Named Marissa and Calvin by Sonny, I found those two the most interesting. At times, they were like some darling domesticated Sleeper couple who made noises like they were talking, dined on their own offspring and took after dinner strolls. Other times, they were mindless non-directional beings.
Javier attribute that to Sonny.
The longer Sonny was a way from them the more they reverted. Sonny had spent an inordinate amount of time in that housing plan, which Javier theorized caused Marissa and Calvin to move up the intellect scale.
But with Sonny away, Calvin was banging into walls, moving about their room aimlessly.
Marissa was a different story.
She was suffering from an infection, a doozy as
Javier put. After carrying a dead twin half out of her body, she grew sick.
She didn’t move, just lay on the floor of the room. Her complexion was pale, and her emaciated body shivered out of control.
And staring at the pathetic couple, Marissa in particular, all I could think about was Jessie.
On some whim and a prayer, we hit Jessie with everything we had. We successfully turned her from Sleeper to human again. Only she carried the virus in her, that was okay. She was back.
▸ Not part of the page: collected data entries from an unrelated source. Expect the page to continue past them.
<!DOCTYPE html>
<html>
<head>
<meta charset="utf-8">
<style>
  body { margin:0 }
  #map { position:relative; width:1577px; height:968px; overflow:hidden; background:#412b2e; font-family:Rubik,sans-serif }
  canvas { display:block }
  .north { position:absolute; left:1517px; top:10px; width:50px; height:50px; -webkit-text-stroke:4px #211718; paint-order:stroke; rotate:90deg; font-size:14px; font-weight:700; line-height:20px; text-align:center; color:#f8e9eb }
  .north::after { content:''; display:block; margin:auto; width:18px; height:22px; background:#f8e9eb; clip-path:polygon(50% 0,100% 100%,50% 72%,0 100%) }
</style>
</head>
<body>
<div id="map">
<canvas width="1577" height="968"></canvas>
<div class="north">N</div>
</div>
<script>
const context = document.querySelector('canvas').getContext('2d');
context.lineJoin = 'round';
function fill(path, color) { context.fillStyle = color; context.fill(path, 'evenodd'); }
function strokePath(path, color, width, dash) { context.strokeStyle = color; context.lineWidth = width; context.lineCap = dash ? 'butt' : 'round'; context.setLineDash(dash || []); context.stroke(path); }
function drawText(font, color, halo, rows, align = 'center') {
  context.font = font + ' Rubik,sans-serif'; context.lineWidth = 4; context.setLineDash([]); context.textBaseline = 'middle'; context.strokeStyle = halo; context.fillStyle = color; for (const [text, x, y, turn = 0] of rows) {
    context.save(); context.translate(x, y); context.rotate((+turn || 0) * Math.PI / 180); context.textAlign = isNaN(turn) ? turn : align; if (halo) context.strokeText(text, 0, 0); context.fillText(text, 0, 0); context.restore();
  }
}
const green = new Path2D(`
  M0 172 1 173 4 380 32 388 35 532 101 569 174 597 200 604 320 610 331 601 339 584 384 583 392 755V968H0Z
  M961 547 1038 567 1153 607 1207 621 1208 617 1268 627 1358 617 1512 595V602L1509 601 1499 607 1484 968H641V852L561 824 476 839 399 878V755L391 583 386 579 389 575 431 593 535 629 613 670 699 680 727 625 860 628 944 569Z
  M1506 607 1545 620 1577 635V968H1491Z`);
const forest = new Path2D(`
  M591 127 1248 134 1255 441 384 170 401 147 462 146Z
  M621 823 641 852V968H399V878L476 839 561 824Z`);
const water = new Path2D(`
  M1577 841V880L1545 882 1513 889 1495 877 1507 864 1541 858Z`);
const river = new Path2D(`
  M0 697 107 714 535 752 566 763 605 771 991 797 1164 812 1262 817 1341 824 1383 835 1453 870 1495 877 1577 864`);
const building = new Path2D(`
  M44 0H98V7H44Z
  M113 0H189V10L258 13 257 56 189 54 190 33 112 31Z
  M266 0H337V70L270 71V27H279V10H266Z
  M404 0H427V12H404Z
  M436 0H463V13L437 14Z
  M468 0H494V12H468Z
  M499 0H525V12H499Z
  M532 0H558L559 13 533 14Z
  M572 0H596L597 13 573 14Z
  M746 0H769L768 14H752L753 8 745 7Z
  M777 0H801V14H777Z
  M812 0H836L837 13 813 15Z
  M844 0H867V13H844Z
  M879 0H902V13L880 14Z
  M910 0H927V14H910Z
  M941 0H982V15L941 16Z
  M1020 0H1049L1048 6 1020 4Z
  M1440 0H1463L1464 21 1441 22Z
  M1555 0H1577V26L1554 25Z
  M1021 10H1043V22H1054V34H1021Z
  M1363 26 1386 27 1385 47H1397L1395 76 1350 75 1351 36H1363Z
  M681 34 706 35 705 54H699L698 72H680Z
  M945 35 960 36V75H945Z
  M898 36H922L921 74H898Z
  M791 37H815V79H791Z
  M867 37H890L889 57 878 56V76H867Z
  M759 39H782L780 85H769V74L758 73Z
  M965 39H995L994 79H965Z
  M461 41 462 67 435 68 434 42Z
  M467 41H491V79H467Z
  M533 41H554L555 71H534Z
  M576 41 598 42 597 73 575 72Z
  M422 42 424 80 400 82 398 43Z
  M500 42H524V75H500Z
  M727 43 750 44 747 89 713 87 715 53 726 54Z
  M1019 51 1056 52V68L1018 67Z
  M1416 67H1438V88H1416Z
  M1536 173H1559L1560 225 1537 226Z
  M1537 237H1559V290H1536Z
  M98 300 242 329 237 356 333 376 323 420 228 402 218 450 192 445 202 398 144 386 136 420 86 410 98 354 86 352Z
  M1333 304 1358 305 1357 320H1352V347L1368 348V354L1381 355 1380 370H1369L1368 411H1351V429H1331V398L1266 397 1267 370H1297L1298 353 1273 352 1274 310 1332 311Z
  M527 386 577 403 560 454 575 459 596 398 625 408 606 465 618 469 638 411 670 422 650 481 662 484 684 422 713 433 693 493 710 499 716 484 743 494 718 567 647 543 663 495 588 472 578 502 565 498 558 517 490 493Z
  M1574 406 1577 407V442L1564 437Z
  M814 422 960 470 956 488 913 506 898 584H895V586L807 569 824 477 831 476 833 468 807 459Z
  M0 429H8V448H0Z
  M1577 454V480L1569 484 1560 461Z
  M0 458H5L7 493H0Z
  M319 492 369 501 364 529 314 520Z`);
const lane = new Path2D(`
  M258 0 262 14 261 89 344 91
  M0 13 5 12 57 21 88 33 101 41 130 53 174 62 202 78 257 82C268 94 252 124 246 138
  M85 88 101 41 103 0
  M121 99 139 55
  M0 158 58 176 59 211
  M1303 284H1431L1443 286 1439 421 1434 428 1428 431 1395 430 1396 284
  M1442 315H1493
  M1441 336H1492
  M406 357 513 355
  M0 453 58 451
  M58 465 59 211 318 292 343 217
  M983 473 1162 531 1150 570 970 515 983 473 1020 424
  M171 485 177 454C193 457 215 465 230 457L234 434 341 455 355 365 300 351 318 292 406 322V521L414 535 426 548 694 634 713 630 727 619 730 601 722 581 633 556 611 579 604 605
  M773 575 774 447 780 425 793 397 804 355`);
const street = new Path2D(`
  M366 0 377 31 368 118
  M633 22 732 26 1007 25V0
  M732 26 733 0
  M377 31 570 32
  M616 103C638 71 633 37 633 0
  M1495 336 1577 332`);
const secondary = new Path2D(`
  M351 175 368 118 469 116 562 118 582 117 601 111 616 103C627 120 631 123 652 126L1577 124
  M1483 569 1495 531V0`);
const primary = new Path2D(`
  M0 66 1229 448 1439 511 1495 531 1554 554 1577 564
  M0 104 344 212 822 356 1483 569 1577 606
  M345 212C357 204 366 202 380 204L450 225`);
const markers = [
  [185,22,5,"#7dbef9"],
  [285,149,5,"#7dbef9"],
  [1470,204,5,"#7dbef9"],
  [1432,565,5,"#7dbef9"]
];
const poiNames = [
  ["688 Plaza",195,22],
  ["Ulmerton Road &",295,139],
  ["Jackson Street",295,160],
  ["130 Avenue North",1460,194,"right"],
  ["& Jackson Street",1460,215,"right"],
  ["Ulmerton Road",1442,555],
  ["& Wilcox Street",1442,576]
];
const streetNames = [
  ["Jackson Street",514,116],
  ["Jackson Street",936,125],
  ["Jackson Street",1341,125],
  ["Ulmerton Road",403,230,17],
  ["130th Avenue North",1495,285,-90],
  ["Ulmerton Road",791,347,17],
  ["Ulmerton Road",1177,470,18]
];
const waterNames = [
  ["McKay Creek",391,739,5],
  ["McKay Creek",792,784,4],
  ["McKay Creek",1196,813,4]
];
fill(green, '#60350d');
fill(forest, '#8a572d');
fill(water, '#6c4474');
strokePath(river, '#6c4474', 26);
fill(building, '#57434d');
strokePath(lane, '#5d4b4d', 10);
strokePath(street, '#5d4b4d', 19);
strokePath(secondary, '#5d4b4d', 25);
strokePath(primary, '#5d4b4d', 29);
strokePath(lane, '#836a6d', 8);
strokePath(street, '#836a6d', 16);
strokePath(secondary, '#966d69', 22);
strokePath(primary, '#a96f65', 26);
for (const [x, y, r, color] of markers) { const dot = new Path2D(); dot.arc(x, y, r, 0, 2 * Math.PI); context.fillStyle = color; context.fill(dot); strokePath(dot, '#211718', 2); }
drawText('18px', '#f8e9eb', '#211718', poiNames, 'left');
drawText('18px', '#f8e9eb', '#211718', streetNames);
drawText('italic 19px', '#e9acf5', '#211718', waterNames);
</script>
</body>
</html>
But in her down state, Marissa looked less like a Sleeper and more like something you’d see in a plague victim photo in a history book.
I felt…sorry for her.
It was that point, oddly as it was, then and there, I realized they were still people. But they were sick people.
Now, I knew they were people all along, we weren’t in some Romero flick, but it had been a while since one of the struck me as something less than a monster. Because that was how I saw them.
Monsters.
Then it hit me again.
The name.
Marissa.
I got sick to my stomach.
In the “Beck is Dead” time, when Randy died that same day, so did a little girl named Marissa. A sweet, snappy mouthed little thing. It was the first of heartbreaks that day.
Her death was the one we couldn’t turn around.
Torn apart by Sleepers while Randy diligently tried to save her as well. He gave up his life that day.
I would be the first to step forward and say I hated this time travel shit, but it had given us a chance to turn so much back, stuff we shouldn’t. My own death, for example.
“Alex,” Javier called my name, snapping me out of my stare.
“Hey, Doc.”
“What are you doing?”
“She’s sick.”
“Well, she carried a rotting child in her. You’ll have that happen.”
“I guess.”
Hot Doc looked at me with his quirky smile. “You aren’t wanting me to go in there and treat that infection, are you?”
“Why is she here, Doc?”
“So they can be test subjects.”
“Have you ever see one sick?” I asked.